§ Your task: Copy out each line below containing "Where".

[Stored items]
⁂

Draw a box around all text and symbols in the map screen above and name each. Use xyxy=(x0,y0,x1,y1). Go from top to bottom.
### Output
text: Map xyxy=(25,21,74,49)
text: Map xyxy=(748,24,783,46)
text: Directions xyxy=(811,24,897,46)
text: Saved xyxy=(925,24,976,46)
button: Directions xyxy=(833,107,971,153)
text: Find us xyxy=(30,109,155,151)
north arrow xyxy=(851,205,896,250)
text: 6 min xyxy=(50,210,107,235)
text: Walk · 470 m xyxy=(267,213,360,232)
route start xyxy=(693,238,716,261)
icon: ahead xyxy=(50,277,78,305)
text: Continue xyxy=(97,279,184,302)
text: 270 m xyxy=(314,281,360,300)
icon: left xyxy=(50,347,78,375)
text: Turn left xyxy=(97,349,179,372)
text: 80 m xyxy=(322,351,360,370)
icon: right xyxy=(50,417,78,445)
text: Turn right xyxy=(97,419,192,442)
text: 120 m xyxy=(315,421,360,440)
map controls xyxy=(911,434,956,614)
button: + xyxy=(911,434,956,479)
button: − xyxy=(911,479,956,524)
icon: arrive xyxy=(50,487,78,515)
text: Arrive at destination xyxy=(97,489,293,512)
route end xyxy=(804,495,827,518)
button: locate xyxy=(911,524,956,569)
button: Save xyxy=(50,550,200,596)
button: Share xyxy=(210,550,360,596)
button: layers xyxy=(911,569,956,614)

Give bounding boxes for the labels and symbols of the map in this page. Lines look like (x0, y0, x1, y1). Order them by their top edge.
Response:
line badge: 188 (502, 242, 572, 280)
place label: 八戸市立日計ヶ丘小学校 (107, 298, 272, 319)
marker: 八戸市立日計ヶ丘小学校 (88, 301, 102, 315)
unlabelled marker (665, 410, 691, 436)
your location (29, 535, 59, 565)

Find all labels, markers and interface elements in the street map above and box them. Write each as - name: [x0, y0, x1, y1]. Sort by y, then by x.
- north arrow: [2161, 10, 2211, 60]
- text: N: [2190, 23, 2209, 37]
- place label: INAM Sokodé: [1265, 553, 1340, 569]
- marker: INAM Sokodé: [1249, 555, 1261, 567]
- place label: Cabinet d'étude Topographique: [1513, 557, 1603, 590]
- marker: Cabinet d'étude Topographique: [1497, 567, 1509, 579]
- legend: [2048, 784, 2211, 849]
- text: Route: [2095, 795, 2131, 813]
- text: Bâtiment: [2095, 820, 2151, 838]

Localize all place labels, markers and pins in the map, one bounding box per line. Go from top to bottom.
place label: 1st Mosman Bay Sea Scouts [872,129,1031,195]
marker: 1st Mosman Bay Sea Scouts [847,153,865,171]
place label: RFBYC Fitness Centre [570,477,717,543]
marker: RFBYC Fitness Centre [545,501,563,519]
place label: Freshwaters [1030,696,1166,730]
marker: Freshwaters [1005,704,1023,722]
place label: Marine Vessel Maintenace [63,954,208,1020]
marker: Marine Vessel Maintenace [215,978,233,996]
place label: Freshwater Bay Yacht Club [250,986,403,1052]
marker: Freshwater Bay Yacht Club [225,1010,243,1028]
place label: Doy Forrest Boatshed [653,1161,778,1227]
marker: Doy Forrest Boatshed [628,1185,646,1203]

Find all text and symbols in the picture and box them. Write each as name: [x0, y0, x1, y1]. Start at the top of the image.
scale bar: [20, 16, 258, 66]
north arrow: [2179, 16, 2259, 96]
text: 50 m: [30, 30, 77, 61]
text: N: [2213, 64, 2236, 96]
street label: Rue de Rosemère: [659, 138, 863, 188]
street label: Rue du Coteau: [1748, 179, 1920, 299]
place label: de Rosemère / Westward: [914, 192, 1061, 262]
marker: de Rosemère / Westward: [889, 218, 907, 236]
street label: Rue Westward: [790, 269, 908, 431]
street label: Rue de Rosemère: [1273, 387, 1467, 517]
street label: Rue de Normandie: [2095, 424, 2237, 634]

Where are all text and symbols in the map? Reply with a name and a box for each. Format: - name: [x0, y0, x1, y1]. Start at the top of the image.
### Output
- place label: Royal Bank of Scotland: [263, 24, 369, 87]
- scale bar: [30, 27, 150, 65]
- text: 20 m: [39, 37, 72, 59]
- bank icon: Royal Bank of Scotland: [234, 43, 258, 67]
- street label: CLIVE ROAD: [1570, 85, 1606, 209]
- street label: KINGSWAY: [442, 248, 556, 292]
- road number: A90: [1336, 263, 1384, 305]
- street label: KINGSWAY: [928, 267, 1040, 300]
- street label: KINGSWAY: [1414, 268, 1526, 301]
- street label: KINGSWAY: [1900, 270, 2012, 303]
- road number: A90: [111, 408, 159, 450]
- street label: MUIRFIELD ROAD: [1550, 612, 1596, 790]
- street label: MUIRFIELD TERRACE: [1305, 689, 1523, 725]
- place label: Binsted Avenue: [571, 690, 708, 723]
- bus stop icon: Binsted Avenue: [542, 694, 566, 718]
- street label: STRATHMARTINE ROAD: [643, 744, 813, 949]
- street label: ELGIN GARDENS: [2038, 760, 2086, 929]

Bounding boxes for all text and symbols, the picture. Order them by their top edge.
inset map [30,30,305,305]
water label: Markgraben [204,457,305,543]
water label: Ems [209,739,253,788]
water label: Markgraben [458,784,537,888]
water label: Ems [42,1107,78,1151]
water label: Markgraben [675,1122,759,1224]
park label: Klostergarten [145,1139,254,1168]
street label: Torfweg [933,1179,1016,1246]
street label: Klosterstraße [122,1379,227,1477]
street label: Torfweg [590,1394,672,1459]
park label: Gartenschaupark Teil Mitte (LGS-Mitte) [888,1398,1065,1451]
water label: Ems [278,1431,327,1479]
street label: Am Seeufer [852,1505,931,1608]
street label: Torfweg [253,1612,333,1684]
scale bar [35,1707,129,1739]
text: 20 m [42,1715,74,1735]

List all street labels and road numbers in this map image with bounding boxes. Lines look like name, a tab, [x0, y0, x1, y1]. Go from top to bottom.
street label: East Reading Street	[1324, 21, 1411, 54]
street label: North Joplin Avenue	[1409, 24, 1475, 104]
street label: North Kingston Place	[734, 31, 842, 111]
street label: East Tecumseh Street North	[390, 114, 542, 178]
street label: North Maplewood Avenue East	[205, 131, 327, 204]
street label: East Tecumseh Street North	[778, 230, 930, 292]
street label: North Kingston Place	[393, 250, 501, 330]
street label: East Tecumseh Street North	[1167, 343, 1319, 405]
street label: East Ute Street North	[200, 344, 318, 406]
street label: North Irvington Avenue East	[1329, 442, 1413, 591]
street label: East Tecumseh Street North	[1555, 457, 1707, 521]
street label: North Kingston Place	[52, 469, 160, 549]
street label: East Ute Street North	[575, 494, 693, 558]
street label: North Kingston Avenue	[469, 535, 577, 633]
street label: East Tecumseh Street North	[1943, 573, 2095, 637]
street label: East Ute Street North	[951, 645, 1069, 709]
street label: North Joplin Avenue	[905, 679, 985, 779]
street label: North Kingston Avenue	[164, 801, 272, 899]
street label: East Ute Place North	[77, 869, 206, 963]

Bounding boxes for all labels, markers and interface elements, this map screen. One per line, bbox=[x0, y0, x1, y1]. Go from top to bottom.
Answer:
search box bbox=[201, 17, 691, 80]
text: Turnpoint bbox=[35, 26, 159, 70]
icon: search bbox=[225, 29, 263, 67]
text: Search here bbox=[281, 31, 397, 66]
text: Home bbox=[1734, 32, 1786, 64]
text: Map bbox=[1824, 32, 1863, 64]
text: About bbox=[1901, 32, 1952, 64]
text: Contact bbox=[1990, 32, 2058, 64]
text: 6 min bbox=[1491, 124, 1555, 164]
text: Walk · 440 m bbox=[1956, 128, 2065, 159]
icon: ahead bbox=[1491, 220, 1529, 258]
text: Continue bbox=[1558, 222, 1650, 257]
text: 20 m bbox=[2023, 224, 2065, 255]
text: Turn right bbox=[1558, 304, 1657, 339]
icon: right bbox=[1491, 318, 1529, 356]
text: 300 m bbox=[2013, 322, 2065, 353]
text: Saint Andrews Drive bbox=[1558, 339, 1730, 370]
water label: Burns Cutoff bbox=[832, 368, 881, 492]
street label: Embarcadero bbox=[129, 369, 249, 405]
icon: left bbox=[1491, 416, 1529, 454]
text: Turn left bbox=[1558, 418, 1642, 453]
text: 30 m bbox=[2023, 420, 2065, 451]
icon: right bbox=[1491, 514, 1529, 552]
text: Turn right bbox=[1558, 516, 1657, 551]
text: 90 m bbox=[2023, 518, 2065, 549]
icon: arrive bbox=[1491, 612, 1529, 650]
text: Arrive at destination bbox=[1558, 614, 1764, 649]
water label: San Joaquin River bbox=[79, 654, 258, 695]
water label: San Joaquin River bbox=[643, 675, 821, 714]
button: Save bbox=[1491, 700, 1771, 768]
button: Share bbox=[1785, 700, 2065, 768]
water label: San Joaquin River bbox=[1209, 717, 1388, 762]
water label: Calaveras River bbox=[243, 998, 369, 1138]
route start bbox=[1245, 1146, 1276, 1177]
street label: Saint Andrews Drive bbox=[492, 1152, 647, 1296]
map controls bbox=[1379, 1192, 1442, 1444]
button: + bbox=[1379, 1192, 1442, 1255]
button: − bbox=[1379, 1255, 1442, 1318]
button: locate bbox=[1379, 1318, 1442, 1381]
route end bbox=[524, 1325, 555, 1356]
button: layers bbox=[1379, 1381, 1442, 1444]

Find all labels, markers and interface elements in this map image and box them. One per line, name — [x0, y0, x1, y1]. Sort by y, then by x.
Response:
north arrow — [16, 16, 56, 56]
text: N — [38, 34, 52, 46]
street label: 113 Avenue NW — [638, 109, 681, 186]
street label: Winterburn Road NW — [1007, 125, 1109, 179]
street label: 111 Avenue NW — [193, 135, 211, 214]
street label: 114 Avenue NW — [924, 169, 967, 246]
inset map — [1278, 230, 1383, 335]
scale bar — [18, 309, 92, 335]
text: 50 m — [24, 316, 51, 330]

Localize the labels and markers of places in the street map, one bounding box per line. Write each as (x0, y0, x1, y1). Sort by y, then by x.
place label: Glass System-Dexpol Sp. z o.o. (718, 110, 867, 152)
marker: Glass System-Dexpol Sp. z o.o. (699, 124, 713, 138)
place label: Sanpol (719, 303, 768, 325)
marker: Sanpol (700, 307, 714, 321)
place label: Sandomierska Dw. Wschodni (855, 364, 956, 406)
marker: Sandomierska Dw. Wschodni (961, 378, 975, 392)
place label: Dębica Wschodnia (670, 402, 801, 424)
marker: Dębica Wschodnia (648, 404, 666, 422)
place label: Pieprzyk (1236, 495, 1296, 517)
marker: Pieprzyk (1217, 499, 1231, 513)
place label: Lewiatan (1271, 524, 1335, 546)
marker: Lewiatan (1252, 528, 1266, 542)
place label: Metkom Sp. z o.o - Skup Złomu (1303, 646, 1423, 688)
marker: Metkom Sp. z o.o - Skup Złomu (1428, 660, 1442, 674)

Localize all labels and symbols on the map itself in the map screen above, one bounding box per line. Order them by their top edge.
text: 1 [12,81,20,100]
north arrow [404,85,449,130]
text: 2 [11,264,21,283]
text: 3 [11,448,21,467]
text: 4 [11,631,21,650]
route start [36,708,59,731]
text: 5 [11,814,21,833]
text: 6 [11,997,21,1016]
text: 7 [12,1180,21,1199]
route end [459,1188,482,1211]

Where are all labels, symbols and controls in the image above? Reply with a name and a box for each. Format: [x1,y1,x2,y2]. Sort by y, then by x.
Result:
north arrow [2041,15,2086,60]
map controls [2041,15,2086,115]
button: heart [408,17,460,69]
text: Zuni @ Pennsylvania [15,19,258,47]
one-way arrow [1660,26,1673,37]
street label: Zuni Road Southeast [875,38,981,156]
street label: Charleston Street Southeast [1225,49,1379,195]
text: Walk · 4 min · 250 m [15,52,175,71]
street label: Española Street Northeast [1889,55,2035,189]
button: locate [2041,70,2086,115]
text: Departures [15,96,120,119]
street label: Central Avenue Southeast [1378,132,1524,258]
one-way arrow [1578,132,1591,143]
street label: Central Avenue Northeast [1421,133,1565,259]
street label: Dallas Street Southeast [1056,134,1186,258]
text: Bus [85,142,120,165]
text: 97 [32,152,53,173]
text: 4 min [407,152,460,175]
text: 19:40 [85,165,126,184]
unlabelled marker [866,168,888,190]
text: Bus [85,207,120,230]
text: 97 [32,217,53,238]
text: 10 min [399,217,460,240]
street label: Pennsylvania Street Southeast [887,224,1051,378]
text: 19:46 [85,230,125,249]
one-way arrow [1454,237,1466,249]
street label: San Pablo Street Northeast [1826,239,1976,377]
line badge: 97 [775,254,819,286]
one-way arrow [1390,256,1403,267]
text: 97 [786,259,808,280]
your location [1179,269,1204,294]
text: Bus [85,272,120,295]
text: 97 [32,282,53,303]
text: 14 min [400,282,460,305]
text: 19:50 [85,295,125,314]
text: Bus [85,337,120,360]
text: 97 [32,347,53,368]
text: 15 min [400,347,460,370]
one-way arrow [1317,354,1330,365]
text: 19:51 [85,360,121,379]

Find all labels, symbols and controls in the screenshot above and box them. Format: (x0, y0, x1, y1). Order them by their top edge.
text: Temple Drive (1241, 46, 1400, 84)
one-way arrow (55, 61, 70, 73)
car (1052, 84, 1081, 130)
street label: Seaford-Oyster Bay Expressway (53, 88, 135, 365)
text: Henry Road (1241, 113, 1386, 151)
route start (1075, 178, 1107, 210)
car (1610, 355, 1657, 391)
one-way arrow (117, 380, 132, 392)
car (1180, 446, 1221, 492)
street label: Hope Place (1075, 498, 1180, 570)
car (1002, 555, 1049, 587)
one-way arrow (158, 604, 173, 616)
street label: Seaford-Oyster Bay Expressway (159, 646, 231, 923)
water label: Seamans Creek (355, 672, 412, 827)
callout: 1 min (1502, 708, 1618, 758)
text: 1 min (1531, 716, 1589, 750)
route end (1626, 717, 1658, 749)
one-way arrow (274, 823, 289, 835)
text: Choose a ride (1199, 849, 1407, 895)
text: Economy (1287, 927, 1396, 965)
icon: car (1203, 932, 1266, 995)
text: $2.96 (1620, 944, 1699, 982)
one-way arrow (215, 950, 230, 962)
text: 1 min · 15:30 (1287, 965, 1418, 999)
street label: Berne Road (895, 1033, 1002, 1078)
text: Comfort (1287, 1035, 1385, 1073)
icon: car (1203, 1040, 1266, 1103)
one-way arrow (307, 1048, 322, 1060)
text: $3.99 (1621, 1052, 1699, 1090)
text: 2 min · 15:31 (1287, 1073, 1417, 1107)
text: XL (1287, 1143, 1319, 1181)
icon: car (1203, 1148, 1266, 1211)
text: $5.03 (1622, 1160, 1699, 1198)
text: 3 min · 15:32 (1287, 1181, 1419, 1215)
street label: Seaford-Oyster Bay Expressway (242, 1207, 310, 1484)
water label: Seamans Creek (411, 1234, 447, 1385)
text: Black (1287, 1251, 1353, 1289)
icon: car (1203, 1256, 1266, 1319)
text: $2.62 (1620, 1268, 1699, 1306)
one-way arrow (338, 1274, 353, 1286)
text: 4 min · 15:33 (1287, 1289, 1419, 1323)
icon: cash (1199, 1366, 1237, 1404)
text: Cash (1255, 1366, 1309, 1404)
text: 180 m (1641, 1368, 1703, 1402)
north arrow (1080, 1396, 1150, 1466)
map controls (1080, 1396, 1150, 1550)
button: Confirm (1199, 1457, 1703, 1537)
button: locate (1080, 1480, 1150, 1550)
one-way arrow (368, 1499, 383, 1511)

⁂

§ Result of this task:
Where are all text and symbols in the map? Reply with a name and a box for each. Format: - name: [x0, y0, x1, y1]. Start at the top of the image.
Where are all labels, symbols and controls in the image above? Reply with a name and a box for each. Format: [x1,y1,x2,y2]. Sort by y, then by x.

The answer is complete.